=== Begin Enclosure ===
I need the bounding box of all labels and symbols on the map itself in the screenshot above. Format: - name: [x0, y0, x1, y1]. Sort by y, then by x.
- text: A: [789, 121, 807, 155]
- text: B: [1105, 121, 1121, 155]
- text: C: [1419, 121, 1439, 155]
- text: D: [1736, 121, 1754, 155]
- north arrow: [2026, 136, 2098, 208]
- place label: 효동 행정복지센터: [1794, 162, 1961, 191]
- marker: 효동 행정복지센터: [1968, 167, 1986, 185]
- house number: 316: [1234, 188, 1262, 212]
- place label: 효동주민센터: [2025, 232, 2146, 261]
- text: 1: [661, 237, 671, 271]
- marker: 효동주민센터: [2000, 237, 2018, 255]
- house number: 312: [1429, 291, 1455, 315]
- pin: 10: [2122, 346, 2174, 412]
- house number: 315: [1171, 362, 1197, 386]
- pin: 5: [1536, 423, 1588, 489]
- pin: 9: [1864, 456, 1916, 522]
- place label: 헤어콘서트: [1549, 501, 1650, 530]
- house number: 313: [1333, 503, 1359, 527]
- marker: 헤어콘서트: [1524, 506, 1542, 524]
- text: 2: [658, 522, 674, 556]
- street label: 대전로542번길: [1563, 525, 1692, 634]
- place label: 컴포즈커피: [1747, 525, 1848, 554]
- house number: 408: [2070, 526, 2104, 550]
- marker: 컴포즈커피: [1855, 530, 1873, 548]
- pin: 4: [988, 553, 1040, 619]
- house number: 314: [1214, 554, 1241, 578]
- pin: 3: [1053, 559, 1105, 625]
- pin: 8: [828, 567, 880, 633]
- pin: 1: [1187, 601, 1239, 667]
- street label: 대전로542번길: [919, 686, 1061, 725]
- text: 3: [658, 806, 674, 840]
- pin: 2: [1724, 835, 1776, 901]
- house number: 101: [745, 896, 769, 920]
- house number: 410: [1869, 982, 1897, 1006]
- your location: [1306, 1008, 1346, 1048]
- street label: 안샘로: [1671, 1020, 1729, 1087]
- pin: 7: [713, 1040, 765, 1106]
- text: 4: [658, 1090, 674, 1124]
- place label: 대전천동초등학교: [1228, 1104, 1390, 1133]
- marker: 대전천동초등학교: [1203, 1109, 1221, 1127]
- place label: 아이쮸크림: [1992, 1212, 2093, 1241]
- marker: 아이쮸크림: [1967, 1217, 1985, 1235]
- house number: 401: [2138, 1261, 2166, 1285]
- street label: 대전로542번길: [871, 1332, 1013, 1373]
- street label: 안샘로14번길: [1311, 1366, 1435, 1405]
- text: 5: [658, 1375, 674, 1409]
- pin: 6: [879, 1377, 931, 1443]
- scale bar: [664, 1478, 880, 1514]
=== End Enclosure ===
● **WORK TASK**:
Each line of the material that contains the string "아이쮸크림" has to be copied out.

● **ANSWER FOR THIS EXERCISE**:
- place label: 아이쮸크림: [1992, 1212, 2093, 1241]
- marker: 아이쮸크림: [1967, 1217, 1985, 1235]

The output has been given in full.